Rational Intelligence Seminar Series
The Rational Intelligence Seminar Series (RISS), seeks to advance the understanding of rationality, efficiency and reliability in machine learning systems. These seminars serve as a forum for discussions and quick dissemination of results.

The relative value of prediction
Juan C. Perdomo – Postdoctoral fellow at the Harvard Center for Research on Computation and Society
2025-08-27 at 14:30 (CET)
Keywords: Performative prediction, Decision Making
Abstract
Throughout the social world, predictive algorithms are a means to an end.
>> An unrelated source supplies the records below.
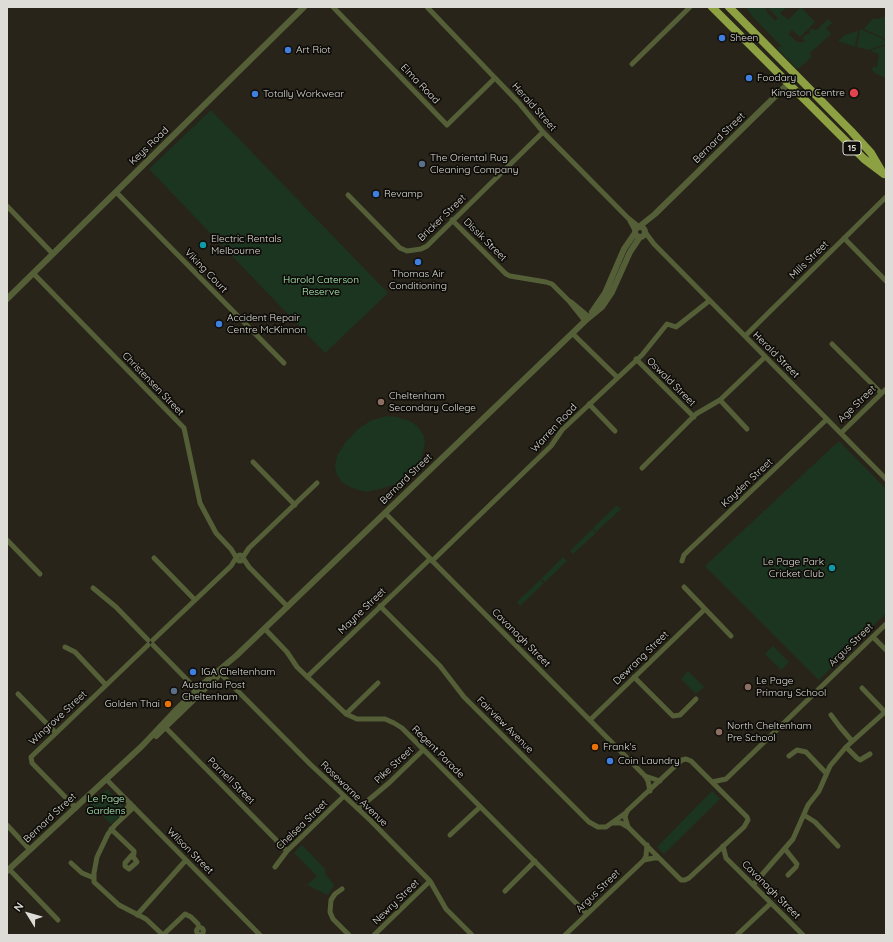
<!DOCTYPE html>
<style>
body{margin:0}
#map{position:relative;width:893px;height:942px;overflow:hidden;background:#28241a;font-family:Quicksand,sans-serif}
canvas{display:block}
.frame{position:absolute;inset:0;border:8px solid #dedcd6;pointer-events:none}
.north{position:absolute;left:8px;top:894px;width:40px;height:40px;-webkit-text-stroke:3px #0f0d09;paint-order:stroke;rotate:307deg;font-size:11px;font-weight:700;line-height:16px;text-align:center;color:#dedcd6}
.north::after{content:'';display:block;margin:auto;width:14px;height:18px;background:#dedcd6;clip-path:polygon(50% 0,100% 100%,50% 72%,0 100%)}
</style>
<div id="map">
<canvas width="893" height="942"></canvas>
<div class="frame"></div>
<div class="north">N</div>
</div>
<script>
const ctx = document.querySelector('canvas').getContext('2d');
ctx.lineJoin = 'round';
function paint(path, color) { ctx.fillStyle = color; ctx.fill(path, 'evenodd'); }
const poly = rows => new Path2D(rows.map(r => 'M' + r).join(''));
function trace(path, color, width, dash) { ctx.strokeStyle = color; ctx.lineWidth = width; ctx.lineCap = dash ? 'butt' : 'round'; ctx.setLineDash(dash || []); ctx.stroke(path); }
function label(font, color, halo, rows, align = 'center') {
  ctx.font = font + ' Quicksand,sans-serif'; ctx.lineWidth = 3.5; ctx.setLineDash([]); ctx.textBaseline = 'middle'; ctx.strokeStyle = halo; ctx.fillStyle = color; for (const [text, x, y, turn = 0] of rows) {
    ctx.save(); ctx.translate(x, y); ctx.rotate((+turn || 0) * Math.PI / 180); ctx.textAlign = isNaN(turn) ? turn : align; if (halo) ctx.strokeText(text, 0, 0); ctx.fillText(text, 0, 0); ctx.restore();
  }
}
paint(poly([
 [746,7,766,7,766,11,775,21,778,18,769,9,769,7,787,7,780,13,788,20,801,7,815,22,800,37,792,30,788,34,797,42,804,42,805,40,802,39,805,35,810,33,809,29,817,30,828,19,832,23,826,28,831,34,810,53,812,57,799,68,796,68,777,48,778,47,782,47,753,17],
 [884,16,886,16,886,39,864,29,872,19,883,18],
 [860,29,881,38,885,41,886,44,869,50,857,47],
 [858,31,855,47,838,41,845,35],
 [886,45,886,78,876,74,872,70,873,67,877,67,879,56,877,53,870,51],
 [211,110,388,293,325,353,149,169],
 [387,416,397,417,410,421,418,427,424,436,425,443,421,459,410,472,396,484,380,489,366,492,352,488,343,483,337,475,335,466,337,456,345,443,358,429,372,420],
 [839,441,886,489,886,613,819,680,705,566],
 [617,505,621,509,596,532,593,528],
 [592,529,596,533,573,554,570,551],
 [563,557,567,561,545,582,541,579],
 [540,580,544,583,520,606,517,602],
 [773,646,789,662,781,670,765,654],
 [688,671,704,687,696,694,681,679],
 [107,789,123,806,121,815,111,824,101,814,99,816,89,806],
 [712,791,720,799,664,854,657,847],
 [302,845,325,869,325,874,334,885,328,895,307,885,317,876,294,853]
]), '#1c3521');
trace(poly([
 [333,7,447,125,495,78],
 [427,7,519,103,543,132,628,218,639,227],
 [632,64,690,7],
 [116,192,284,363],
 [348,195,400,248,407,251,421,249,427,246,543,132],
 [7,206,53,254],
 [452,220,506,274,510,276,546,282,552,284,569,301,585,321],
 [630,221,635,230],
 [645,232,654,244,886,479],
 [844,238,886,281],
 [33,273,184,428,200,503,216,533,231,549,236,557],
 [571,302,589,317],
 [572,333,617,377],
 [745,336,886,197],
 [832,344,881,393],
 [636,359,694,417],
 [720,400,747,429],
 [589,404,615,431],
 [841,433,886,389],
 [253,462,295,505],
 [642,468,696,414,720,400,765,357],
 [385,513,645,776,648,781,650,791],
 [7,540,40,574],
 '237 558a3 3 0 1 1 6 0a3 3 0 1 1-6 0Z',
 [243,557,249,548,317,483],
 [154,558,195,600],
 [243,558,249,567,288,607],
 [432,561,551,446,562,430,642,355,667,324,676,327,709,301],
 [682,561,684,555,688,551,827,419],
 [684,587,731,636],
 [93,588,116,607,148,640],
 [380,606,440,666,464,697,589,822,598,827,606,827,627,812],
 [265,629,287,652,297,667,346,714,357,719,385,719,394,723,402,728,587,914],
 [873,637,886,650],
 [153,640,231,566,236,558],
 [153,645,199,692],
 [65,647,75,652,106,685],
 [218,671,310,764,371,821,430,881,446,909,472,935],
 [307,677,430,559],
 [634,677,673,716,680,715,696,699],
 [18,694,56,733],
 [346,714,378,683],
 [831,715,840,727,852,741],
 [590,720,705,609],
 [163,725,287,851],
 [846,747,857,758,860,760,870,754],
 [789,756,797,750,806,752,826,773],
 [686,759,691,761,747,817,748,820,744,827,689,878,685,880,681,880,628,827,625,817,627,811,673,768,682,760,686,759],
 [645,776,660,781],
 [106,779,260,935],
 [712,782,726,779,886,624],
 [134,807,115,825,108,834,97,857,94,873,94,882,119,905,146,919,163,935,185,914,191,917,198,924,199,928],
 [76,808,32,763,31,757,148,645],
 [358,809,390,782,423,750],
 [804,815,815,822,838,846],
 [122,817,130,803],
 [612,823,621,823,628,827],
 [7,825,30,850],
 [111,829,134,851,134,854,132,855,125,863,125,866,129,869,137,862,132,855],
 [450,835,480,807],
 [723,846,726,858,803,935],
 [785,849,797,864,796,867,788,875],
 [644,860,654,858,659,858],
 [71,863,82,873,94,878],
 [275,867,287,851,344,796],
 [9,869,58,920],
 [753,885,793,839,808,805,819,791,830,766,846,747,885,712,862,688],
 [342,889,335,894,331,900,330,912,333,919,349,935],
 [505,891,535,861],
 [137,915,186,860],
 '196.5 931a3.5 3.5 0 1 1 7 0a3.5 3.5 0 1 1-7 0Z',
 [374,935,430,881],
 [565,935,644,860,646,856,647,845],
 [737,935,771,903]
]), '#545e37', 5);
trace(poly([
 [640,226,655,214,796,76],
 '635 232a5 5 0 1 1 10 0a5 5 0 1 1-10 0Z',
 [7,299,304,7],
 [592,312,605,293,624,249,635,233],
 [156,736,217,677],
 [7,871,142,746,175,711,204,683,237,655,585,321,602,307,612,292,630,252,640,237]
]), '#545e37', 6);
trace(poly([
 [712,7,864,159,884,174],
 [729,7,851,131,871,153,881,170]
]), '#8da142', 8);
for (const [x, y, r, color] of [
 [722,38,4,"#3f7fe0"],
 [288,50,4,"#3f7fe0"],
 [749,78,4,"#3f7fe0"],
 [854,93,5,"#e0444e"],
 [255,94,4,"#3f7fe0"],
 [422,164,4,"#5c6f8a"],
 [376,194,4,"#3f7fe0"],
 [203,245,4,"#0f9aa8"],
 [418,262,4,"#3f7fe0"],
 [219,324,4,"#3f7fe0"],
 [381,402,4,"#8d6e63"],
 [832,568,4,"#0f9aa8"],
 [193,672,4,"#3f7fe0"],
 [748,687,4,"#8d6e63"],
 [174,691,4,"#5c6f8a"],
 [168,704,4,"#e8710a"],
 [719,732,4,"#8d6e63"],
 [595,747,4,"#e8710a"],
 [610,761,4,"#3f7fe0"]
]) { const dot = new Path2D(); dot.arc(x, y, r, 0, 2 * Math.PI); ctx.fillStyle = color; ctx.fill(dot); trace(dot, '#0f0d09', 1.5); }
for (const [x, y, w] of [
 [852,148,18]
]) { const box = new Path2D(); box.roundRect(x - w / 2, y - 7, w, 14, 3); ctx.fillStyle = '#0f0d09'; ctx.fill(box); trace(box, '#dedcd6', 1); }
label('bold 9px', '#dedcd6', null, [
 ["15",852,148]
]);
label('10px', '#dedcd6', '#0f0d09', [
 ["Sheen",730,38],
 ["Art Riot",296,50],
 ["Foodary",757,78],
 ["Kingston Centre",845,93,"right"],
 ["Totally Workwear",263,94],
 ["The Oriental Rug",430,158],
 ["Cleaning Company",430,170],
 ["Revamp",384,194],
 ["Electric Rentals",211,239],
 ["Melbourne",211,251],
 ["Thomas Air",418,274,"center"],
 ["Conditioning",418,286,"center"],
 ["Accident Repair",227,318],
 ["Centre McKinnon",227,330],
 ["Cheltenham",389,396],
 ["Secondary College",389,408],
 ["Le Page Park",824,562,"right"],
 ["Cricket Club",824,574,"right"],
 ["IGA Cheltenham",201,672],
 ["Le Page",756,681],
 ["Primary School",756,693],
 ["Australia Post",182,685],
 ["Cheltenham",182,697],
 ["Golden Thai",160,704,"right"],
 ["North Cheltenham",727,726],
 ["Pre School",727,738],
 ["Frank's",603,747],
 ["Coin Laundry",618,761]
], 'left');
label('10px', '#dedcd6', '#0f0d09', [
 ["Elma Road",420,84,46],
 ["Herald Street",534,107,48],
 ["Bernard Street",719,138,-44],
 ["Keys Road",149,146,-44],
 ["Bricker Street",442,218,-44],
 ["Dissik Street",485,240,45],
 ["Mills Street",809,260,-44],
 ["Viking Court",206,271,46],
 ["Herald Street",776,355,45],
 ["Oswald Street",671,382,45],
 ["Christensen Street",153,384,46],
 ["Age Street",857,404,-44],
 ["Warren Road",554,428,-47],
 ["Bernard Street",406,479,-44],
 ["Kayden Street",747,483,-43],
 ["Mayne Street",362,611,-44],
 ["Cavanagh Street",521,638,45],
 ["Argus Street",851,645,-44],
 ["Dewrang Street",641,658,-44],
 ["Wingrove Street",58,718,-43],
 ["Fairview Avenue",505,725,45],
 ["Regent Parade",438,752,45],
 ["Pike Street",394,765,-43],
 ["Parnell Street",231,781,45],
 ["Rosewarne Avenue",354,794,44],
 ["Bernard Street",50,818,-43],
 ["Chelsea Street",302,825,-44],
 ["Wilson Street",190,851,45],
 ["Cavanagh Street",771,890,45],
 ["Argus Street",598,891,-44],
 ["Newry Street",396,902,-44]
]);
label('10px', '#b0f4bd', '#0f0d09', [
 ["Harold Caterson",321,280],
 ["Reserve",321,292],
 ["Le Page",106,799],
 ["Gardens",106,811]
]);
</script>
They provide forecasts of future events with the aim to improve human decisions and drive positive changes in core life outcomes (increase graduation rates, life expectency, etc.). Given that higher welfare — not accuracy — is the ultimate goal of prediction, it’s clear that algorithms are just a small piece of the puzzle. There are many things we can do to improve welfare beyond improving the accuracy of predictive systems. Given this broad design space, when is investing in prediction truly “worth it”? This talk will discuss a new line of research that aims to formalize foundations for this question. Based on joint work with Christoph Kern and Unai Fischer-Abaigar.
About the Speaker
Juan Carlos Perdomo is a postdoctoral fellow at the Harvard Center for Research on Computation and Society, hosted by Cynthia Dwork, and will join New York University as an assistant professor of computer science and data science in the fall of 2026. His research focuses on the foundations of machine learning systems that make predictions or decisions about people, combining theoretical and empirical approaches, including work on performative prediction and prediction in resource allocation problems. He earned his Ph.D. in Electrical Engineering and Computer Sciences from UC Berkeley, where he was co-advised by Peter Bartlett and Moritz Hardt, and his B.A. in CS and Math from Harvard.